# WORK TASK
This task calls for copying every line in the data below that contains the word "fillStyle".

(Stored items)
^^^^

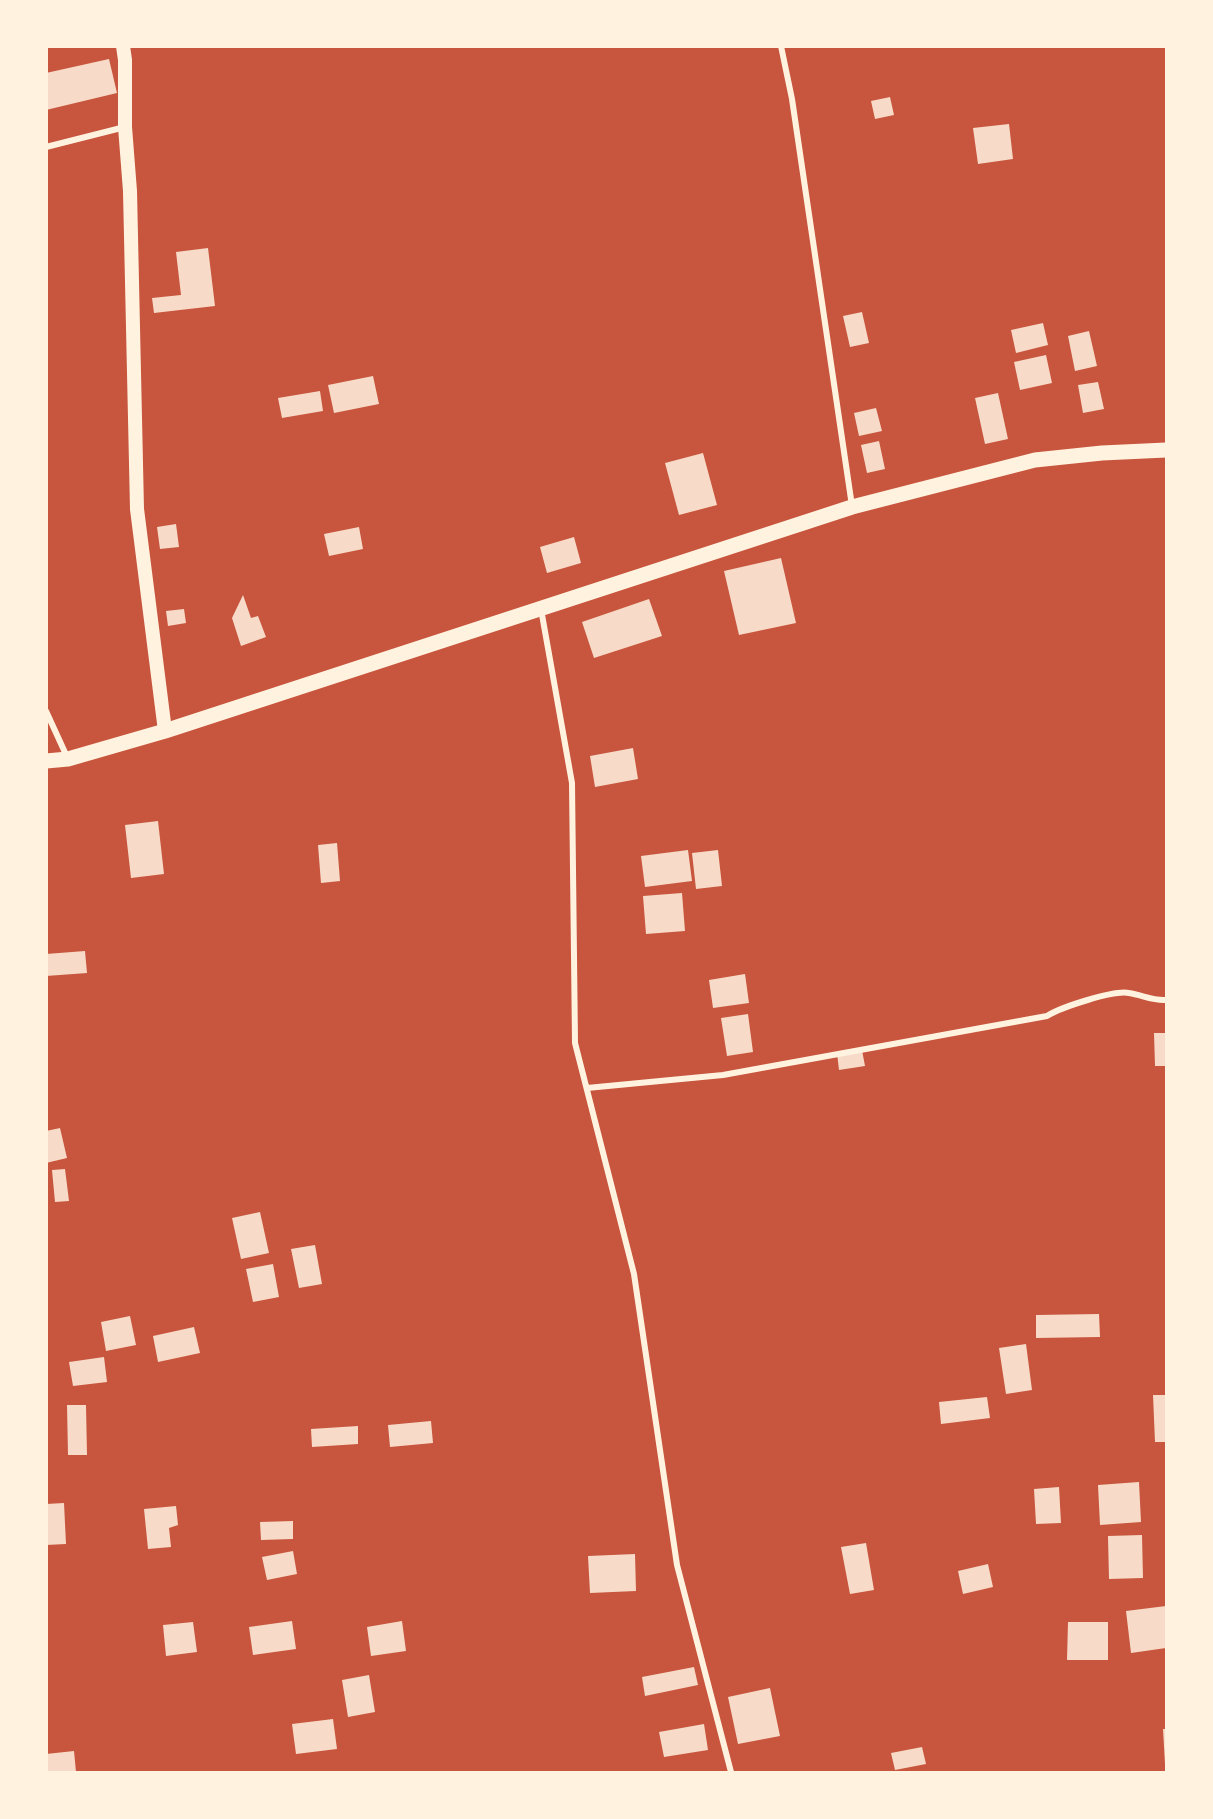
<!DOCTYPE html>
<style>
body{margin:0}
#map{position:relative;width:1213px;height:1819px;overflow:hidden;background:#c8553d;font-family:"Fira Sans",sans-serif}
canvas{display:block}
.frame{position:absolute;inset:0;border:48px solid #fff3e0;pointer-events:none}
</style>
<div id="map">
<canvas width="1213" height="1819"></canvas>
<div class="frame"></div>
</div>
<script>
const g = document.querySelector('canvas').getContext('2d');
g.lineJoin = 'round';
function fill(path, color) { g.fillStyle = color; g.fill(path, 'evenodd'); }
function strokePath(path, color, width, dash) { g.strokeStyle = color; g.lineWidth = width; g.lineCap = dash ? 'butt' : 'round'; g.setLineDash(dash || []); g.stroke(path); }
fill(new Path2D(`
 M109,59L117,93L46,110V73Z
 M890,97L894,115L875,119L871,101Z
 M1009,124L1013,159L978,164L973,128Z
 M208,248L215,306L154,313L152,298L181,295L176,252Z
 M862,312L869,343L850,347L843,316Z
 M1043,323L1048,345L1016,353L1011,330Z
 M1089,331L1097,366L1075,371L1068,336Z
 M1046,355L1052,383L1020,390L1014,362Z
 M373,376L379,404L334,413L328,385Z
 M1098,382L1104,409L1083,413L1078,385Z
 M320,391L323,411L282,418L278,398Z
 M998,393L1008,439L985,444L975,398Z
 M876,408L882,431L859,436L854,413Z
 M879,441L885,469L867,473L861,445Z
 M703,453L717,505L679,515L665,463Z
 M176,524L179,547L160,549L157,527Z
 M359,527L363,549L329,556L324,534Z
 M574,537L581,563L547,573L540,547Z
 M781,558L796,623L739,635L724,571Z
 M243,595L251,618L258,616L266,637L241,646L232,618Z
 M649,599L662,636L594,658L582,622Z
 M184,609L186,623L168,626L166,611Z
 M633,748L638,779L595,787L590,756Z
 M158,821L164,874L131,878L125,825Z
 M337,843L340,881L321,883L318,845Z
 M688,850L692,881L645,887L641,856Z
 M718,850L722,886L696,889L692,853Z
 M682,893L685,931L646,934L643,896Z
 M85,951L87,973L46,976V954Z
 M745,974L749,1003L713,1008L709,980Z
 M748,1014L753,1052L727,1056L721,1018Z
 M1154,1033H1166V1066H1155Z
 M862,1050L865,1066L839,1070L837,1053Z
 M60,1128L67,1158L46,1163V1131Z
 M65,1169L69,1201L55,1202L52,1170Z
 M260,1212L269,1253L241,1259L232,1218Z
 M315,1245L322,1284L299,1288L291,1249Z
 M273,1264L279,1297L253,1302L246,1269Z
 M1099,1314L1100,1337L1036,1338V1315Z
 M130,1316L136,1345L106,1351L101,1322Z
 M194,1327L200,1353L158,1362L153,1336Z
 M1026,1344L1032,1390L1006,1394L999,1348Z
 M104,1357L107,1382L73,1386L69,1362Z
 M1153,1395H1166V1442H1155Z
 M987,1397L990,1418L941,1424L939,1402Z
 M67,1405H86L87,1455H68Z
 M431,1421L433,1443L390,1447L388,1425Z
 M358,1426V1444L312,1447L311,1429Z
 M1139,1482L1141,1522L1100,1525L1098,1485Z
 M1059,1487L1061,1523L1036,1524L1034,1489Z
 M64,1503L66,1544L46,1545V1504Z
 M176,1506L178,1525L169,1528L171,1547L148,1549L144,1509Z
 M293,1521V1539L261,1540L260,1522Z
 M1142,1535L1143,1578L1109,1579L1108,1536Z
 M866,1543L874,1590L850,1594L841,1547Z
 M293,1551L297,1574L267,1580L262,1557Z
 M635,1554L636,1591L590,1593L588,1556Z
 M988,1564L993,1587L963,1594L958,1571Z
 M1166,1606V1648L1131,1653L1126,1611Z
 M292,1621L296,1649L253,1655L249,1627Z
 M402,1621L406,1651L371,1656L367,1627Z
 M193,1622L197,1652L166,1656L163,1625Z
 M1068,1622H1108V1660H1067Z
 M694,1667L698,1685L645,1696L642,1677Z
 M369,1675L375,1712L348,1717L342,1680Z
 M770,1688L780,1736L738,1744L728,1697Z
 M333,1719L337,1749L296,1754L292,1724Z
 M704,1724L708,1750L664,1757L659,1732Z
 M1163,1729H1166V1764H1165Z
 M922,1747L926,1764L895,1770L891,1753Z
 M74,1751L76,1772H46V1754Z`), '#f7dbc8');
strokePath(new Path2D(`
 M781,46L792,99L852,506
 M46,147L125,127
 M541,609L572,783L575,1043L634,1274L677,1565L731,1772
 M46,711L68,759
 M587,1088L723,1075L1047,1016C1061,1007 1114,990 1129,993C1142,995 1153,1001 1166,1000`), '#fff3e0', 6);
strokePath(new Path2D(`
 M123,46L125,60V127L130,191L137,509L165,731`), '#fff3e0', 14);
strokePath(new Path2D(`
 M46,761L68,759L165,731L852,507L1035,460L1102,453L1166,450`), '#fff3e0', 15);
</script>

^^^^

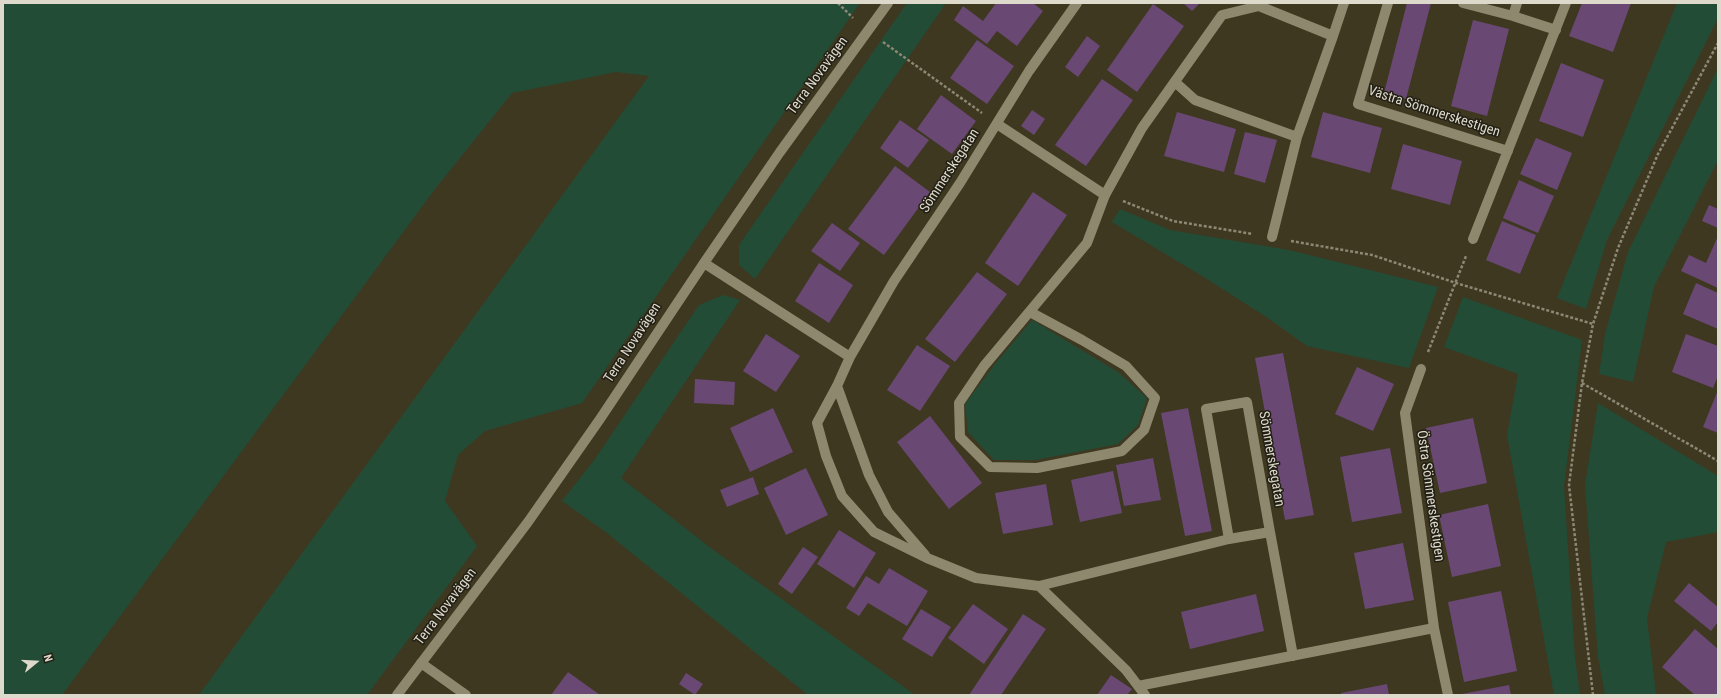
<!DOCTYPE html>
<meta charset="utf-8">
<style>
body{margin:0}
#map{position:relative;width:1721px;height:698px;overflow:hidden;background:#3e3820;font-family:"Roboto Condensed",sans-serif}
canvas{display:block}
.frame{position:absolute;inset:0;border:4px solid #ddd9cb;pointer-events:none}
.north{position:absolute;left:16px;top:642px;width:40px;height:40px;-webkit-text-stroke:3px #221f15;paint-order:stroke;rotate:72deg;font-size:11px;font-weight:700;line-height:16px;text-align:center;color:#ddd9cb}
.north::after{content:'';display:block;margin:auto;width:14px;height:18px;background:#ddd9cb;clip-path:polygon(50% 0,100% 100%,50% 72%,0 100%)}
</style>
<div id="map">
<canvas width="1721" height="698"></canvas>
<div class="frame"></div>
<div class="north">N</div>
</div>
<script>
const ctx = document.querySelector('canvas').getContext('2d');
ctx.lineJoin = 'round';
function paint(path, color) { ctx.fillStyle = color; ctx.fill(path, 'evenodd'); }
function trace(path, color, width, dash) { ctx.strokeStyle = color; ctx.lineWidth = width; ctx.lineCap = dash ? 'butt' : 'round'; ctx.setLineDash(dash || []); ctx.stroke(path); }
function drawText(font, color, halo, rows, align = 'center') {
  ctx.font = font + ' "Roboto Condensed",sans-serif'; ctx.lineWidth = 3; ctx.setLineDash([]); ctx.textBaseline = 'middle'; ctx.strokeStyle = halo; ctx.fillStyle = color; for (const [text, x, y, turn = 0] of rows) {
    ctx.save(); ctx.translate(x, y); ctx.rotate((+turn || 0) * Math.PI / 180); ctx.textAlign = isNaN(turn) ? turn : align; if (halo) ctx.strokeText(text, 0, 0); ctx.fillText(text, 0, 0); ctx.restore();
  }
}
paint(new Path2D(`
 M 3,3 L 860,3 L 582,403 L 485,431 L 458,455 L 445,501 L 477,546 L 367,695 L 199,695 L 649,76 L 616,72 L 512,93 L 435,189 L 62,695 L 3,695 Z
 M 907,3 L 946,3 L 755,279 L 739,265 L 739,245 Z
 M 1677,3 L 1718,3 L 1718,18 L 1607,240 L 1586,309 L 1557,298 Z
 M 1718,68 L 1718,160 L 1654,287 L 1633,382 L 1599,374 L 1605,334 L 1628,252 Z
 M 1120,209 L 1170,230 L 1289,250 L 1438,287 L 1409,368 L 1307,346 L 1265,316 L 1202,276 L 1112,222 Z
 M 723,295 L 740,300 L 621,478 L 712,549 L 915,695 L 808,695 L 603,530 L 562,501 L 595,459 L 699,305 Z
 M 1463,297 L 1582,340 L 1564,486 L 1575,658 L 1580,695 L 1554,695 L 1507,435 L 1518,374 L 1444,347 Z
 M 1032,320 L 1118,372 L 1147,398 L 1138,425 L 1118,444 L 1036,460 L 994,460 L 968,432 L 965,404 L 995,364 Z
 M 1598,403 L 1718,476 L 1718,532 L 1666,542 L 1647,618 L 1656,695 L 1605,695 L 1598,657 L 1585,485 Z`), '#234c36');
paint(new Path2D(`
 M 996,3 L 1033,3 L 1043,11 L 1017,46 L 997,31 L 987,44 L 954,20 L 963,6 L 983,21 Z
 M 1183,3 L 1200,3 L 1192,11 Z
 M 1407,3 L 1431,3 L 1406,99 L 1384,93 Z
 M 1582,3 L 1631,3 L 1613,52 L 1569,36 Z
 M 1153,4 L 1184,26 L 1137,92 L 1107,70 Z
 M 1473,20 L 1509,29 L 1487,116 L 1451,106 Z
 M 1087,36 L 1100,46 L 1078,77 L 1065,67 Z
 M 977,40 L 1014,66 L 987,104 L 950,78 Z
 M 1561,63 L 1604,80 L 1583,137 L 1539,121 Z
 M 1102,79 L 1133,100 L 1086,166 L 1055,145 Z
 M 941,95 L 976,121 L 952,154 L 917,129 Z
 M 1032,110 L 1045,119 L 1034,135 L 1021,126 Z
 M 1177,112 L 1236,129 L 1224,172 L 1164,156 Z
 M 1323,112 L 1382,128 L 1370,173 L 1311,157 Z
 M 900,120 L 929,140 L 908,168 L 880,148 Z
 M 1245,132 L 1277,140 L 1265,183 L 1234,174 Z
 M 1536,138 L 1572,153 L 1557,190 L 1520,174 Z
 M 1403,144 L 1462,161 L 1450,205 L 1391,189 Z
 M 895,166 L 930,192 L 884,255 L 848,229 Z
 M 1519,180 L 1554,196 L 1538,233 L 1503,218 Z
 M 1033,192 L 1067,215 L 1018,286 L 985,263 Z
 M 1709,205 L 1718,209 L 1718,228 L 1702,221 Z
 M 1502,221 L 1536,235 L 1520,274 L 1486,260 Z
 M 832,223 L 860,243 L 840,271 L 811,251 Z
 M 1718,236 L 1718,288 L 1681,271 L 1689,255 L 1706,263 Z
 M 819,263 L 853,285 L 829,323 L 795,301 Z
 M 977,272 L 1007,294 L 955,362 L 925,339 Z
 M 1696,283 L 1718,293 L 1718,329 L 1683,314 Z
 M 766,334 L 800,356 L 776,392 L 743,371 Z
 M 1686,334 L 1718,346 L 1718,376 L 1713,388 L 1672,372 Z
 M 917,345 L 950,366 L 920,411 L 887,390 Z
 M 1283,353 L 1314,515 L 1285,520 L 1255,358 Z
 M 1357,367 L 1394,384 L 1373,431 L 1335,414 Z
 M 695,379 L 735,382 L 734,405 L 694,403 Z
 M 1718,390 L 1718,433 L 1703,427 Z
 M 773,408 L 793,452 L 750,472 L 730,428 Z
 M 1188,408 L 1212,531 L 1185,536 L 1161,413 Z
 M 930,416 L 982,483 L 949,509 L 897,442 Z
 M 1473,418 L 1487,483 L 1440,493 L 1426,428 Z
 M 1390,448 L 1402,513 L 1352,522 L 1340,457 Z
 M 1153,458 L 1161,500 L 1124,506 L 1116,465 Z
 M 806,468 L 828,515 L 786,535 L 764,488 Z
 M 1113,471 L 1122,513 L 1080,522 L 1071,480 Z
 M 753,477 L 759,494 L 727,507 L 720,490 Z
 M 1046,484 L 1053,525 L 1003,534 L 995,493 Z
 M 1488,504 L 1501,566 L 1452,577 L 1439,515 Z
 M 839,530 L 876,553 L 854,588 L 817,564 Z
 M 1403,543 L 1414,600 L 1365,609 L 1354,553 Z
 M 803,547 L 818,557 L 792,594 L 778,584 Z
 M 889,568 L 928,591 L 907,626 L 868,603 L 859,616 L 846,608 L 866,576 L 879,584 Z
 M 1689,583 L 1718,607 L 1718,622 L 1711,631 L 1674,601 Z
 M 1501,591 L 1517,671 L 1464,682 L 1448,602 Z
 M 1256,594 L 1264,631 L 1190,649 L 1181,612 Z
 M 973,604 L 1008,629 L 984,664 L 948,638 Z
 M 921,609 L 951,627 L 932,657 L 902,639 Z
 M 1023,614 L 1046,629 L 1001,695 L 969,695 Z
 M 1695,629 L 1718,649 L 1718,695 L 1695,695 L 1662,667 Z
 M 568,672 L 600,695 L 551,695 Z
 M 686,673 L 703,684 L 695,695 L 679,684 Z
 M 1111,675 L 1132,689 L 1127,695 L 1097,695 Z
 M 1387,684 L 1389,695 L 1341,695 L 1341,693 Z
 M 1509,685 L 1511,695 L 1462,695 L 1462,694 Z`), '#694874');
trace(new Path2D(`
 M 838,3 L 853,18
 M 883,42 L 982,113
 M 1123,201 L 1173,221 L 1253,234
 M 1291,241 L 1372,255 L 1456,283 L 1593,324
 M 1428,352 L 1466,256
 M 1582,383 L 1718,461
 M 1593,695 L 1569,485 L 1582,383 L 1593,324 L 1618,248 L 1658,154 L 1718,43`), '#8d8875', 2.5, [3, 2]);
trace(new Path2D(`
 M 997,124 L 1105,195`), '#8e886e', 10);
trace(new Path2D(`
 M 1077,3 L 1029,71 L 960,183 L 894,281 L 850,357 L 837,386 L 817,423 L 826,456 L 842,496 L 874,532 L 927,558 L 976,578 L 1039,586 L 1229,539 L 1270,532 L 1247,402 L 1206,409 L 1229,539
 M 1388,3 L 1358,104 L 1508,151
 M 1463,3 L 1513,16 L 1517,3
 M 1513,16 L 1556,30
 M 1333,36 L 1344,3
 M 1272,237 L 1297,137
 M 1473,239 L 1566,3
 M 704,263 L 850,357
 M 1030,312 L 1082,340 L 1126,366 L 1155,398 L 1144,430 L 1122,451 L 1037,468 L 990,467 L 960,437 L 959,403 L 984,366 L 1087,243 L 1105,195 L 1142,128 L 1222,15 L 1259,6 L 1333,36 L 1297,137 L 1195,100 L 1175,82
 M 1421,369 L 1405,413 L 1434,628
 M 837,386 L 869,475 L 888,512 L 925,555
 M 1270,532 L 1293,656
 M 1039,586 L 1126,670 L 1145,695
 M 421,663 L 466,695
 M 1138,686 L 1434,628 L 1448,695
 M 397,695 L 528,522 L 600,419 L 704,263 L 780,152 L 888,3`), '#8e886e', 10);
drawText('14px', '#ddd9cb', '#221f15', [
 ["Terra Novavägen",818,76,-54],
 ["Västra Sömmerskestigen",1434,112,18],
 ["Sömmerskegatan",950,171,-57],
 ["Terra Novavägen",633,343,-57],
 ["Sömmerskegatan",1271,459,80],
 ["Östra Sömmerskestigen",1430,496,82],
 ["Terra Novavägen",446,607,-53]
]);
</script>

^^^^

# RESULT FOR THIS EXERCISE
function fill(path, color) { g.fillStyle = color; g.fill(path, 'evenodd'); }
function paint(path, color) { ctx.fillStyle = color; ctx.fill(path, 'evenodd'); }
  ctx.font = font + ' "Roboto Condensed",sans-serif'; ctx.lineWidth = 3; ctx.setLineDash([]); ctx.textBaseline = 'middle'; ctx.strokeStyle = halo; ctx.fillStyle = color; for (const [text, x, y, turn = 0] of rows) {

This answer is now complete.